The case of Raissouni, who had denied the charges against her, outraged human rights activists who said she had been targeted for her work for a newspaper that has criticised the state, and because she is the niece of a prominent Islamist.

The Justice Ministry described King Mohammed VI’s intervention in the case as “an act of compassion and mercy”, adding that Raissouni and her fiance had wanted to establish a family legally.

The case drew widespread criticism from both Moroccan and foreign rights activists, who painted it as an attack on the free press and on civil rights.

Extramarital sex and abortion are illegal in Morocco, a mostly orthodox Muslim country.

However, the Moroccan Association for Abortion Rights, an activist group, said 600 to 800 abortions take place illegally each day. In 2018, 41 cases were brought over illegal abortions, according to a report released by the prosecutor’s office.

Raissouni, 28, works for Akhbar al-Youm, an independent newspaper that has been critical of the Moroccan state, and is the niece of a Muslim theologian who is a former leader of a politically influential Islamist group.

Raissouni said police had taken her for forcible medical checks against her will and had asked her about her work at the newspaper and about her uncles.

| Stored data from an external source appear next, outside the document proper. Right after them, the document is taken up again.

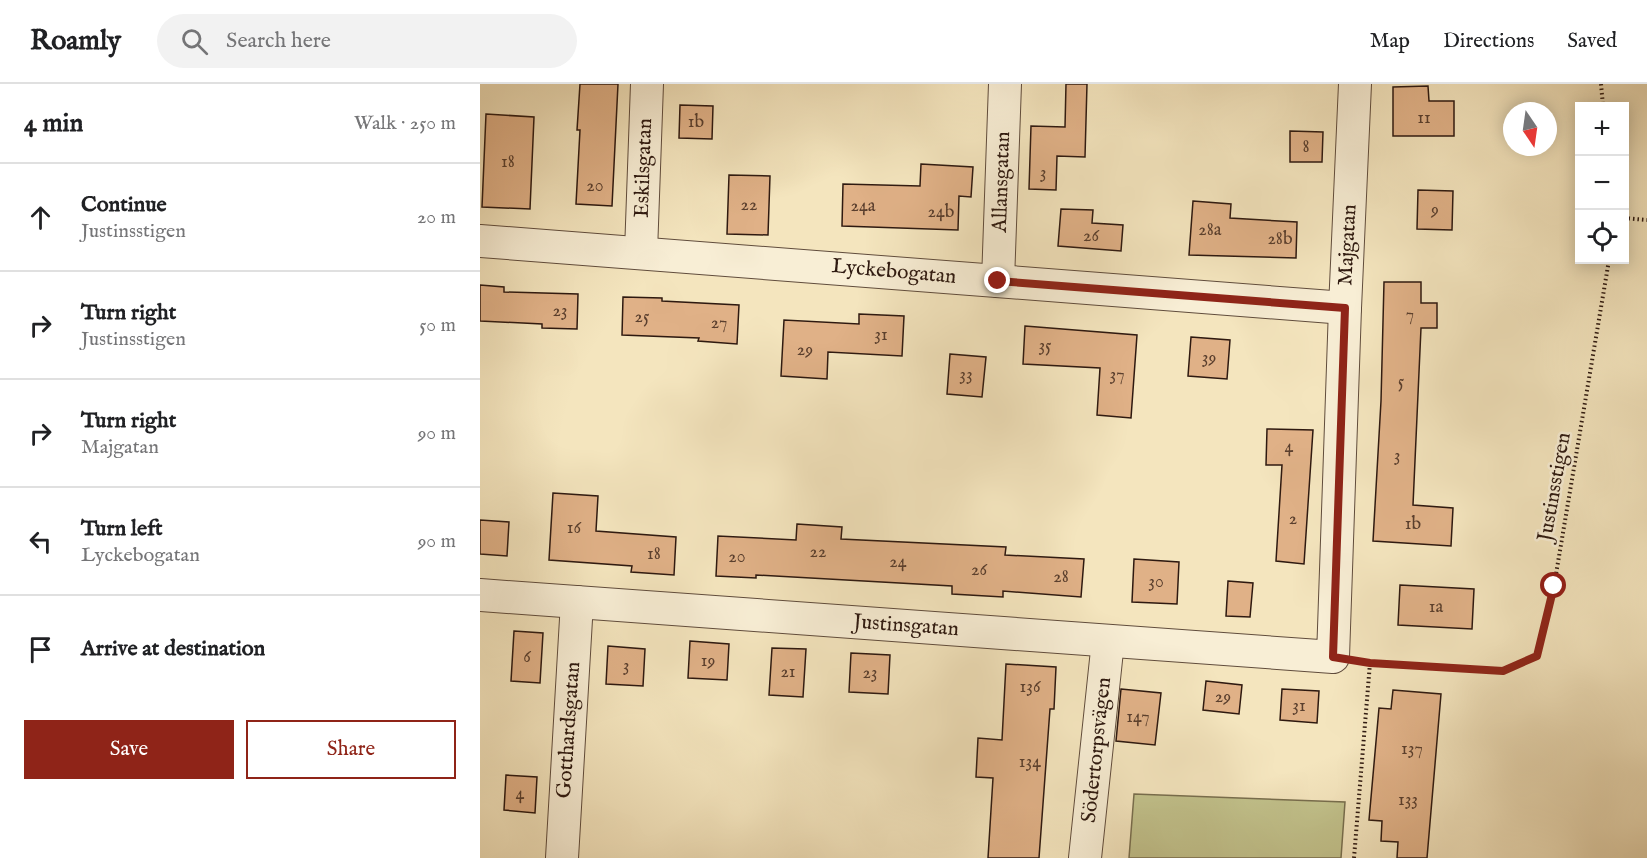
<!DOCTYPE html>
<html lang="en">
<head>
<meta charset="utf-8">
<style>
	:root { --surface:#fff; --page:#f2f2f2; --text:#202124; --muted:#757577; --line:#e0e0e0; --accent:#8f2418 }
	body { margin:0; font-family:"IM FELL English",serif; background:var(--page); color:var(--text) }
	.controls { position:absolute; right:18px; top:18px; display:grid; overflow:hidden; border-radius:0px; box-shadow:0 3px 15px #0003 }
	.controls button { width:54px; height:54px; display:grid; place-items:center; padding:0; border:0; border-bottom:2px solid var(--line); background:var(--surface); color:var(--text); font:30px sans-serif }
	.compass { position:absolute; left:1023px; top:18px; width:54px; height:54px; border-radius:50%; background:var(--surface); box-shadow:0 3px 15px #0003; rotate:167deg }
	.stop { position:absolute; width:18px; height:18px; margin:-14px; border:4px solid #8f2418; border-radius:50%; background:#fff }
	.stop.end { background:#8f2418; border-color:#fff; box-shadow:0 2px 6px #0008 }
	.list { margin:0; padding:0; list-style:none }
	h2 { display:flex; justify-content:space-between; align-items:center; height:78px; margin:0; padding:0 24px; font-size:26px }
	h2 small { font-size:20px; font-weight:400; color:var(--muted) }
	.list li { display:grid; grid-template-columns:39px 1fr auto; gap:18px; align-items:center; box-sizing:border-box; height:108px; padding:0 24px; border-top:2px solid var(--line) }
	.list b { display:block; font-size:22px; white-space:nowrap }
	.list p { margin:0; font-size:20px; white-space:nowrap; color:var(--muted) }
	.list em { font-size:20px; font-style:normal; color:var(--muted) }
	.actions { display:flex; gap:12px; padding:18px 24px }
	.actions a { flex:1; padding:14px 0; border:2px solid var(--accent); border-radius:0px; text-align:center; font-size:21px; color:var(--accent) }
	.actions .main { background:var(--accent); color:#fff }
	.icon { flex:none; width:33px; height:33px; fill:none; stroke:currentColor; stroke-width:2; stroke-linecap:round; stroke-linejoin:round }
	.map { position:relative; flex:none; width:1167px; height:774px; overflow:hidden }
	header { display:flex; align-items:center; gap:36px; box-sizing:border-box; height:84px; padding:0 30px; background:var(--surface); border-bottom:2px solid var(--line) }
	header strong { font-size:28px }
	nav { display:flex; gap:33px; margin-inline-start:auto; font-size:21px }
	.search { width:420px; height:54px; background:var(--page); display:flex; align-items:center; gap:15px; box-sizing:border-box; padding:0 21px; border-radius:33px; color:var(--muted); font-size:22px }
	main { display:flex }
	aside { flex:1; background:var(--surface) }
	.map>svg:first-child { display:block }
</style>
</head>
<body>
<header>
<strong>Roamly</strong>
<div class="search"><svg class="icon" aria-label="search" viewBox="0 0 24 24"><circle cx="10" cy="10" r="6"/><path d="M15 15l6 6"/></svg>Search here</div>
<nav><a>Map</a><a>Directions</a><a>Saved</a></nav>
</header>
<main>
<aside>
<h2>4 min<small>Walk · 250 m</small></h2>
<ul class="list">
<li><svg class="icon" aria-label="ahead" viewBox="0 0 24 24"><path d="M12 20V5M6 11l6-6 6 6"/></svg><div><b>Continue</b><p>Justinsstigen</p></div><em>20 m</em></li>
<li><svg class="icon" aria-label="right" viewBox="0 0 24 24"><path d="M7 20v-9h11M14 6l5 5-5 5"/></svg><div><b>Turn right</b><p>Justinsstigen</p></div><em>50 m</em></li>
<li><svg class="icon" aria-label="right" viewBox="0 0 24 24"><path d="M7 20v-9h11M14 6l5 5-5 5"/></svg><div><b>Turn right</b><p>Majgatan</p></div><em>90 m</em></li>
<li><svg class="icon" aria-label="left" viewBox="0 0 24 24"><path d="M17 20v-9H6M10 6l-5 5 5 5"/></svg><div><b>Turn left</b><p>Lyckebogatan</p></div><em>90 m</em></li>
<li><svg class="icon" aria-label="arrive" viewBox="0 0 24 24"><path d="M6 21V4h12l-3 4 3 4H6"/></svg><div><b>Arrive at destination</b></div></li>
</ul>
<div class="actions"><a class="main">Save</a><a>Share</a></div>
</aside>
<div class="map">
<svg width="1167" height="774" viewBox="0 0 1167 774">
	<rect width="100%" height="100%" fill="#f4e5be"/>
	<filter id="stains"><feTurbulence type="fractalNoise" baseFrequency=".00333" numOctaves="4"/><feColorMatrix values="0 0 0 0 .2 0 0 0 0 .09 0 0 0 0 .02 0 0 0 .5 -.17"/></filter>
	<radialGradient id="worn" r=".72"><stop offset=".6" stop-color="#630" stop-opacity="0"/><stop offset="1" stop-color="#630" stop-opacity=".3"/></radialGradient>
	<path fill="#c2c28c" stroke="#786e4e" stroke-width="1.5" d="M 654,710 L 865,718 L 861,774 L 649,774 Z"/>
	<g fill="#e0b187" stroke="#2e1910" stroke-width="1.5">
		<path d="M 100,0 L 138,0 L 132,122 L 96,120 L 100,46 L 97,46 Z"/>
		<path d="M 586,0 L 607,0 L 605,73 L 577,72 L 576,106 L 549,105 L 551,42 L 585,43 Z"/>
		<path d="M 948,2 L 949,17 L 974,17 L 974,52 L 913,52 L 913,3 Z"/>
		<path d="M 200,21 L 233,22 L 232,55 L 199,54 Z"/>
		<path d="M 6,30 L 54,33 L 50,125 L 2,123 Z"/>
		<path d="M 810,47 L 843,48 L 842,78 L 810,78 Z"/>
		<path d="M 441,80 L 493,83 L 491,113 L 479,112 L 478,146 L 362,142 L 363,100 L 440,102 Z"/>
		<path d="M 249,91 L 290,92 L 288,151 L 247,150 Z"/>
		<path d="M 938,106 L 973,107 L 972,146 L 937,145 Z"/>
		<path d="M 713,117 L 751,120 L 750,134 L 817,138 L 816,174 L 709,171 Z"/>
		<path d="M 581,125 L 613,126 L 612,139 L 643,141 L 641,167 L 578,162 Z"/>
		<path d="M 904,198 L 941,198 L 941,219 L 957,219 L 957,244 L 941,244 L 933,421 L 973,424 L 971,462 L 893,457 L 901,317 Z"/>
		<path d="M 0,201 L 24,203 L 24,208 L 98,210 L 97,245 L 62,244 L 62,240 L 0,237 Z"/>
		<path d="M 143,213 L 182,214 L 182,217 L 259,221 L 257,260 L 218,257 L 219,254 L 142,251 Z"/>
		<path d="M 379,230 L 424,232 L 422,272 L 348,268 L 347,295 L 301,292 L 304,236 L 379,240 Z"/>
		<path d="M 545,242 L 657,251 L 651,334 L 617,331 L 620,284 L 543,280 Z"/>
		<path d="M 711,253 L 750,256 L 747,295 L 708,292 Z"/>
		<path d="M 470,270 L 506,273 L 502,313 L 467,310 Z"/>
		<path d="M 787,345 L 833,346 L 824,480 L 796,477 L 802,381 L 786,381 Z"/>
		<path d="M 73,409 L 118,412 L 116,447 L 196,453 L 194,491 L 151,488 L 152,482 L 69,476 Z"/>
		<path d="M 0,436 L 29,438 L 27,472 L 0,470 Z"/>
		<path d="M 317,440 L 362,443 L 361,455 L 526,463 L 525,471 L 604,475 L 601,513 L 523,507 L 523,513 L 472,510 L 472,502 L 276,491 L 276,494 L 236,492 L 238,452 L 316,456 Z"/>
		<path d="M 654,475 L 699,478 L 697,520 L 652,518 Z"/>
		<path d="M 748,497 L 773,499 L 770,533 L 746,532 Z"/>
		<path d="M 920,501 L 994,505 L 992,545 L 918,541 Z"/>
		<path d="M 34,547 L 63,549 L 60,599 L 31,597 Z"/>
		<path d="M 210,557 L 249,560 L 247,596 L 208,594 Z"/>
		<path d="M 128,562 L 165,565 L 163,602 L 126,600 Z"/>
		<path d="M 292,564 L 326,565 L 323,613 L 289,611 Z"/>
		<path d="M 371,569 L 410,571 L 408,610 L 369,608 Z"/>
		<path d="M 526,580 L 576,583 L 574,625 L 570,625 L 559,774 L 508,774 L 513,694 L 496,693 L 498,654 L 522,656 Z"/>
		<path d="M 726,597 L 762,601 L 759,630 L 723,626 Z"/>
		<path d="M 641,605 L 681,609 L 675,661 L 636,657 Z"/>
		<path d="M 802,605 L 839,607 L 837,639 L 800,636 Z"/>
		<path d="M 913,606 L 961,610 L 947,774 L 917,774 L 918,758 L 901,757 L 902,737 L 889,736 L 899,624 L 911,625 Z"/>
		<path d="M 26,691 L 57,693 L 55,729 L 24,726 Z"/>
	</g>
	<g fill="none" stroke-linecap="round" stroke-linejoin="round">
		<g stroke="#604c3c" stroke-width="34">
			<g id="street">
				<path d="M 0,157 L 865,224"/>
				<path d="M 161,168 L 167,0"/>
				<path d="M 518,197 L 525,0"/>
				<path d="M 0,511 L 853,573 L 865,224 L 875,0"/>
				<path d="M 82,774 L 97,518"/>
				<path d="M 605,774 L 628,557"/>
			</g>
		</g>
		<g stroke="#2e1910" stroke-width="4" stroke-dasharray="1.5 3" stroke-linecap="butt">
			<path d="M 1121,0 L 1123,22"/>
			<path d="M 1144,134 L 1167,136"/>
			<path d="M 880,578 L 1024,587 L 1057,572 L 1074,502 L 1129,176"/>
			<path d="M 874,774 L 890,579"/>
		</g>
		<use href="#street" stroke="#f8eed5" stroke-width="32"/>
	</g>
	<g fill="none" stroke-linecap="round" stroke-linejoin="round">
		<path stroke="#8f2418" stroke-width="8" d="M 518,197 L 865,224 L 853,573 L 890,579 L 1023,587 L 1057,572 L 1074,502"/>
	</g>
	<g text-anchor="middle" dominant-baseline="central" stroke-width="5" stroke-linejoin="round" paint-order="stroke">
		<g font-size="18" fill="#5a3f2e">
			<text x="944" y="34">11</text>
			<text x="216" y="38">1b</text>
			<text x="826" y="63">8</text>
			<text x="28" y="78">18</text>
			<text x="563" y="89">3</text>
			<text x="115" y="102">20</text>
			<text x="269" y="121">22</text>
			<text x="383" y="122">24a</text>
			<text x="955" y="126">9</text>
			<text x="461" y="128">24b</text>
			<text x="730" y="146">28a</text>
			<text x="611" y="152">26</text>
			<text x="800" y="155">28b</text>
			<text x="80" y="227">23</text>
			<text x="930" y="231">7</text>
			<text x="162" y="233">25</text>
			<text x="239" y="239">27</text>
			<text x="401" y="251">31</text>
			<text x="565" y="262">35</text>
			<text x="325" y="266">29</text>
			<text x="729" y="274">39</text>
			<text x="486" y="291">33</text>
			<text x="637" y="291">37</text>
			<text x="921" y="298">5</text>
			<text x="809" y="363">4</text>
			<text x="917" y="372">3</text>
			<text x="813" y="435">2</text>
			<text x="933" y="440">1b</text>
			<text x="94" y="444">16</text>
			<text x="338" y="468">22</text>
			<text x="174" y="470">18</text>
			<text x="257" y="473">20</text>
			<text x="418" y="478">24</text>
			<text x="499" y="486">26</text>
			<text x="581" y="493">28</text>
			<text x="676" y="498">30</text>
			<text x="956" y="523">1a</text>
			<text x="47" y="573">6</text>
			<text x="228" y="577">19</text>
			<text x="146" y="582">3</text>
			<text x="308" y="588">21</text>
			<text x="390" y="589">23</text>
			<text x="550" y="603">136</text>
			<text x="743" y="613">29</text>
			<text x="819" y="622">31</text>
			<text x="658" y="633">147</text>
			<text x="932" y="665">137</text>
			<text x="550" y="678">134</text>
			<text x="40" y="710">4</text>
			<text x="928" y="716">133</text>
		</g>
		<g font-size="21" fill="#2e1910" stroke="#f8eed5">
			<text transform="translate(164 84) rotate(-88)">Eskilsgatan</text>
			<text transform="translate(522 98) rotate(-88)">Allansgatan</text>
			<text transform="translate(868 161) rotate(-87)">Majgatan</text>
			<text transform="translate(414 188) rotate(5)">Lyckebogatan</text>
			<text transform="translate(1075 403) rotate(-80)">Justinsstigen</text>
			<text transform="translate(426 542) rotate(4)">Justinsgatan</text>
			<text transform="translate(89 646) rotate(-86)">Gotthardsgatan</text>
			<text transform="translate(617 666) rotate(-84)">Södertorpsvägen</text>
		</g>
	</g>
	<rect width="100%" height="100%" filter="url(#stains)"/>
	<rect width="100%" height="100%" fill="url(#worn)"/>
</svg>
<div class="controls">
<button>+</button>
<button>−</button>
<button><svg class="icon" aria-label="locate" viewBox="0 0 24 24"><circle cx="12" cy="12" r="6"/><path d="M12 2v4M12 18v4M2 12h4M18 12h4"/></svg></button>
</div>
<svg class="compass" viewBox="-18 -18 36 36"><path d="M0-13l5 13h-10z" fill="#e53935"/><path d="M0 13l5-13h-10z" fill="#757577"/></svg>
<div class="stop" style="left:1074px;top:502px"></div>
<div class="stop end" style="left:518px;top:197px"></div>
</div>
</main>
</body>
</html>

Her lawyers and rights activists said the checks without her consent amounted to torture.

In court, the prosecutor dismissed any suggestion of procedural irregularities, and said that the circumstances of Raissouni’s arrest had been legal and the case had nothing to do with her work as a journalist.

Raissouni and her fiance had said in court that they had been married in a religious ceremony but had not yet arranged a legal marriage contract.

Police had said they detained her as she was leaving a clinic they were investigating for abortions.

She and the doctor said she was there to receive treatment for a blood clot and denied that she had had an abortion.